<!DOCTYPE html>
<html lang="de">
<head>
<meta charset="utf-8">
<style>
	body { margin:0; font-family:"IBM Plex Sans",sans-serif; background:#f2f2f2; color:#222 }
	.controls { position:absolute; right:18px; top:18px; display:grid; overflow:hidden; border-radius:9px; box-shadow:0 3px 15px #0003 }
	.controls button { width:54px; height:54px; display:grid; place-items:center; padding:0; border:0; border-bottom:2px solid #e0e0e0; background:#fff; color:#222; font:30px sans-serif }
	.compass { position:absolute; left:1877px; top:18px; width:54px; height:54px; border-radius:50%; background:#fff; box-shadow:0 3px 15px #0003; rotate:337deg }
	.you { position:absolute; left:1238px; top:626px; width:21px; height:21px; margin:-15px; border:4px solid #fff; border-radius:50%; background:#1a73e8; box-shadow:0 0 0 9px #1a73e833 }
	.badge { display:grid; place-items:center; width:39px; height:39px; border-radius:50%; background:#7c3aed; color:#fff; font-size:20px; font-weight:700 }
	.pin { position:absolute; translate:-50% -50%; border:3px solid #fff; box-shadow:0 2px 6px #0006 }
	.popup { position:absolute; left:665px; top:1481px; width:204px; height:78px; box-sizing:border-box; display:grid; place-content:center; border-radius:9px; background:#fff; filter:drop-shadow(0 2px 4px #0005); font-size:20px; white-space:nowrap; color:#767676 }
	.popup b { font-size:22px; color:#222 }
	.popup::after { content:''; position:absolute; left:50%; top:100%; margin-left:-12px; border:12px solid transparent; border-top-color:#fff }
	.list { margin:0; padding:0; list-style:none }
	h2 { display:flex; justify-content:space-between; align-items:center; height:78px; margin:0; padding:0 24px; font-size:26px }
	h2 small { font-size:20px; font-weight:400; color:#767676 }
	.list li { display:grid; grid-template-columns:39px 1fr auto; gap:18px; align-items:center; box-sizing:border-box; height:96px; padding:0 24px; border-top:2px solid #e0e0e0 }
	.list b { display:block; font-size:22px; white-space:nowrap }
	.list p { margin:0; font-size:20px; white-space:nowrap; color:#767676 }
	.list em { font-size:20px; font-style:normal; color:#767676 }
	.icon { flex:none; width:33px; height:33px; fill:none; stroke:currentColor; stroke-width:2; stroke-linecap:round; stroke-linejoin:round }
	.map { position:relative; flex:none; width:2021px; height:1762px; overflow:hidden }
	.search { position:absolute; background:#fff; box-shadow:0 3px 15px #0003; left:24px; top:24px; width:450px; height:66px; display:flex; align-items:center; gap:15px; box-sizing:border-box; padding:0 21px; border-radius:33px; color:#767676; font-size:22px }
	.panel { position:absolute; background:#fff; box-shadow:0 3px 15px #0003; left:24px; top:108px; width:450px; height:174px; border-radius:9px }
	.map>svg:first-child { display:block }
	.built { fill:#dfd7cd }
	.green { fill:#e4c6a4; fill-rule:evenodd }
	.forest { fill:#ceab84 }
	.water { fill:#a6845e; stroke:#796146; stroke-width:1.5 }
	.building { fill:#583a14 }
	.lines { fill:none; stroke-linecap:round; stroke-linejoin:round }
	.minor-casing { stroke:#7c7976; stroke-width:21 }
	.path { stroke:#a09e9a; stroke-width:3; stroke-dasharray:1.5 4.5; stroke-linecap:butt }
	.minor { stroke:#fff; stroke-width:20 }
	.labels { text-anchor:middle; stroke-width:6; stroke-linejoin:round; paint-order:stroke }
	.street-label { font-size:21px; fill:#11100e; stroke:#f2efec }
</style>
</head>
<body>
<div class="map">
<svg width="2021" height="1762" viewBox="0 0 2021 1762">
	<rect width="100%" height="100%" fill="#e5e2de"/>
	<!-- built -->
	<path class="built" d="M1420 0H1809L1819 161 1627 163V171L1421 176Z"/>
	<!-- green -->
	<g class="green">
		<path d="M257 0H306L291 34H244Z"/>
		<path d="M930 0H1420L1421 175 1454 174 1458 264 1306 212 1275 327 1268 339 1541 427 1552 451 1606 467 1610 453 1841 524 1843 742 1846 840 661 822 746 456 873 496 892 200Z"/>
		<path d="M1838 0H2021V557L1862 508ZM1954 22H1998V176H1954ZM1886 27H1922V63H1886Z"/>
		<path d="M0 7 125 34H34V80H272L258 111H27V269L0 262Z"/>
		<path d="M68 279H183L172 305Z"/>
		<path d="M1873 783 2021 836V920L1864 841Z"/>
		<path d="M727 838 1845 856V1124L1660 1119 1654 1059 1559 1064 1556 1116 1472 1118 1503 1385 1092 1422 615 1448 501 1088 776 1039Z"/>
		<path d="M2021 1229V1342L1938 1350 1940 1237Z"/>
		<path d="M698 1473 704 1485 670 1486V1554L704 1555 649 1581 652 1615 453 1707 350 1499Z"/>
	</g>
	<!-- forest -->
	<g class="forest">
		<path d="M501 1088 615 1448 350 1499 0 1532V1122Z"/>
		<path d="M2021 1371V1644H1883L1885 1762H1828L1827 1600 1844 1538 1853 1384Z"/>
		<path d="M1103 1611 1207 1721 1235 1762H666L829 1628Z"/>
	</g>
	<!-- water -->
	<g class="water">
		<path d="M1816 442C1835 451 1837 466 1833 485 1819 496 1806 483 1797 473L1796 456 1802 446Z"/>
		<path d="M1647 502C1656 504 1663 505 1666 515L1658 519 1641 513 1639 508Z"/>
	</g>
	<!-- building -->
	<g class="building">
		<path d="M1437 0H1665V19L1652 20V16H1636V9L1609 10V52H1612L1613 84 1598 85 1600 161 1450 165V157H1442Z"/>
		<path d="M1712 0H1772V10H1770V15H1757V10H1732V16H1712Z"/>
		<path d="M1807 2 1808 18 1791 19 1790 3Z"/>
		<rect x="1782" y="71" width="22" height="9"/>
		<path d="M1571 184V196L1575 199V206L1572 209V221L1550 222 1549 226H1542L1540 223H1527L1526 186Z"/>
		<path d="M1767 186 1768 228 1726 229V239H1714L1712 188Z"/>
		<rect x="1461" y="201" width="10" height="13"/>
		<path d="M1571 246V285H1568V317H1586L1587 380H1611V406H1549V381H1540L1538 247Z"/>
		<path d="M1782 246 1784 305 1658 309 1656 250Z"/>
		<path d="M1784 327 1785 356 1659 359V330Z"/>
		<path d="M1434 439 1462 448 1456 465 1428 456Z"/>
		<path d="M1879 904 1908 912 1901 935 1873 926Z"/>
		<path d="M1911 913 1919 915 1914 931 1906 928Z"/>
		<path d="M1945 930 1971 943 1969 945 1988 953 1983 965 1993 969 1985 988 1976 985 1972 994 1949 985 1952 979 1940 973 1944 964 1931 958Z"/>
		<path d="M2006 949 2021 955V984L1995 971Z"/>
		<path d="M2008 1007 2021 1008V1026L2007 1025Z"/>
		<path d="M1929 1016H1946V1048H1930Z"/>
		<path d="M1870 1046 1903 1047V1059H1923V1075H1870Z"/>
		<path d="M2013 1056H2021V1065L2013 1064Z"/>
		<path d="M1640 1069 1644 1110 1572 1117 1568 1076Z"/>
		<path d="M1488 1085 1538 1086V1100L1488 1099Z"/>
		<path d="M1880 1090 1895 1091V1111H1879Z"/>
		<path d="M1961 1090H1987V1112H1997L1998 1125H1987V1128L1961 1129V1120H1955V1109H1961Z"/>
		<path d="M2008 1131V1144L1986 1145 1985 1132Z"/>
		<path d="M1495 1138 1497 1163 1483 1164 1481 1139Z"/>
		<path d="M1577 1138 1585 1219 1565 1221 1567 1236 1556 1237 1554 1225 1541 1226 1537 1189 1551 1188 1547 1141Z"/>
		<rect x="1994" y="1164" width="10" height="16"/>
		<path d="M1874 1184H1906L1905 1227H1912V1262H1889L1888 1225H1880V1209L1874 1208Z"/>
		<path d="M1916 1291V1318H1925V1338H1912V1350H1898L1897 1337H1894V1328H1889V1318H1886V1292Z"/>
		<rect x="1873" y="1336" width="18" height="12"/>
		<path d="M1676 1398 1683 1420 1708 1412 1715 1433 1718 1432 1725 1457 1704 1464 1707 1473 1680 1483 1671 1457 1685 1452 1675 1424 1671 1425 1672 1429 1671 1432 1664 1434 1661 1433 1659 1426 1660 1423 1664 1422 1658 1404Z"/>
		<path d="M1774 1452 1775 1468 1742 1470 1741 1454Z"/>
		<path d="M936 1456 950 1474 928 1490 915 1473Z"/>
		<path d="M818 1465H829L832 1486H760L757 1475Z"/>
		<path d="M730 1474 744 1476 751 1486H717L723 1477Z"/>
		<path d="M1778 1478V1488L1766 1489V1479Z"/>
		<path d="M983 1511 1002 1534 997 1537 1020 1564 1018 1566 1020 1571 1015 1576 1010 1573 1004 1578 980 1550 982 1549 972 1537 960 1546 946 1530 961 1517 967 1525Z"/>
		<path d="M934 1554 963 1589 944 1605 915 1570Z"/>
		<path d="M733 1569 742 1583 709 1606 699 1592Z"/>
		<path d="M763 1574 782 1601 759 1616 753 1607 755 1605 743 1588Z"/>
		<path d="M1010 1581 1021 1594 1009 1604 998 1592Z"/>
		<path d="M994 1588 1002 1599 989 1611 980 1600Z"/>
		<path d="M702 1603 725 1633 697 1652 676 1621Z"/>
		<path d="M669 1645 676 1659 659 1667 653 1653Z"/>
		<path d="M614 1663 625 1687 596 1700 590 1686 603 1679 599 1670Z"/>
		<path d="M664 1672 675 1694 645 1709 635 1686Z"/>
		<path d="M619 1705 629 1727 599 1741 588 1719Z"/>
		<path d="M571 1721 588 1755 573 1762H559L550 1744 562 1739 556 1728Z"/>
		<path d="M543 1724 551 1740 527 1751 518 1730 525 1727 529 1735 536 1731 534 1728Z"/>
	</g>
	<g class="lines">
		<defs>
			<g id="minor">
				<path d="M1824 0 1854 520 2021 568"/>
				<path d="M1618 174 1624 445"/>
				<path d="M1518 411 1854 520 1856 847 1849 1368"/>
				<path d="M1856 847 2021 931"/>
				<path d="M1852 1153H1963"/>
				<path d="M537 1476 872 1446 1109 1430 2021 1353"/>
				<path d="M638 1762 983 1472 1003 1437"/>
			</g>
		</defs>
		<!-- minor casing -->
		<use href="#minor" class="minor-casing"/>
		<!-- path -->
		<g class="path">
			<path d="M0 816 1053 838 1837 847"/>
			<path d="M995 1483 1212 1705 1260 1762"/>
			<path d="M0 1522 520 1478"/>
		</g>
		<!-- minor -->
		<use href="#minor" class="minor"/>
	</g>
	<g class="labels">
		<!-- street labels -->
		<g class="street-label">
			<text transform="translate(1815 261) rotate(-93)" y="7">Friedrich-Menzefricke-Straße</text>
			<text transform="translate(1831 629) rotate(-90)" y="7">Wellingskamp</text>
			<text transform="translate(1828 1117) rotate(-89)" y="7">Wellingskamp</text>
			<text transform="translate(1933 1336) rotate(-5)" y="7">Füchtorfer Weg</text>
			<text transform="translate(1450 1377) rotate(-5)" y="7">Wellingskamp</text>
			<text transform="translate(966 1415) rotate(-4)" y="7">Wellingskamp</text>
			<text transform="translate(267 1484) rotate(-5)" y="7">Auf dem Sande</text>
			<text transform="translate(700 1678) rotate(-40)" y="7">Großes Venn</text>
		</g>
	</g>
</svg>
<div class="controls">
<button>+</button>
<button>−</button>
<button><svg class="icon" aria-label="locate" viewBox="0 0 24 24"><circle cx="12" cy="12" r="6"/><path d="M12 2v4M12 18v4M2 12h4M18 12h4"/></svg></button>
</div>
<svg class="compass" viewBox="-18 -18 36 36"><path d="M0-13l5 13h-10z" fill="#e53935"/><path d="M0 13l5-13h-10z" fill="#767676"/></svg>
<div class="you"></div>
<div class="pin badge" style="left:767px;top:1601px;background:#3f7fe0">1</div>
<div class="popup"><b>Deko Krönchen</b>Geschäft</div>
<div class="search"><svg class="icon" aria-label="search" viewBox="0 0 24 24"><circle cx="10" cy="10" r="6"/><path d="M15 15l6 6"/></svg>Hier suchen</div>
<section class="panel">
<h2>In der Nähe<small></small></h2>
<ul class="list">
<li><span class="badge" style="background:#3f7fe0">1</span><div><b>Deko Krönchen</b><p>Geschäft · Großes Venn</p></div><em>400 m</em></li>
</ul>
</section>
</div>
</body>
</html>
-------------------------
- YOUR ASSIGNMENT: What you give back must be the stretch above, starting at the line with "position:absolute; left:1877px; top:18px;" and ending at the line with "flex:none; width:33px; height:33px;", copied exactly.

- RESULT FOR THIS TASK:
	.compass { position:absolute; left:1877px; top:18px; width:54px; height:54px; border-radius:50%; background:#fff; box-shadow:0 3px 15px #0003; rotate:337deg }
	.you { position:absolute; left:1238px; top:626px; width:21px; height:21px; margin:-15px; border:4px solid #fff; border-radius:50%; background:#1a73e8; box-shadow:0 0 0 9px #1a73e833 }
	.badge { display:grid; place-items:center; width:39px; height:39px; border-radius:50%; background:#7c3aed; color:#fff; font-size:20px; font-weight:700 }
	.pin { position:absolute; translate:-50% -50%; border:3px solid #fff; box-shadow:0 2px 6px #0006 }
	.popup { position:absolute; left:665px; top:1481px; width:204px; height:78px; box-sizing:border-box; display:grid; place-content:center; border-radius:9px; background:#fff; filter:drop-shadow(0 2px 4px #0005); font-size:20px; white-space:nowrap; color:#767676 }
	.popup b { font-size:22px; color:#222 }
	.popup::after { content:''; position:absolute; left:50%; top:100%; margin-left:-12px; border:12px solid transparent; border-top-color:#fff }
	.list { margin:0; padding:0; list-style:none }
	h2 { display:flex; justify-content:space-between; align-items:center; height:78px; margin:0; padding:0 24px; font-size:26px }
	h2 small { font-size:20px; font-weight:400; color:#767676 }
	.list li { display:grid; grid-template-columns:39px 1fr auto; gap:18px; align-items:center; box-sizing:border-box; height:96px; padding:0 24px; border-top:2px solid #e0e0e0 }
	.list b { display:block; font-size:22px; white-space:nowrap }
	.list p { margin:0; font-size:20px; white-space:nowrap; color:#767676 }
	.list em { font-size:20px; font-style:normal; color:#767676 }
	.icon { flex:none; width:33px; height:33px; fill:none; stroke:currentColor; stroke-width:2; stroke-linecap:round; stroke-linejoin:round }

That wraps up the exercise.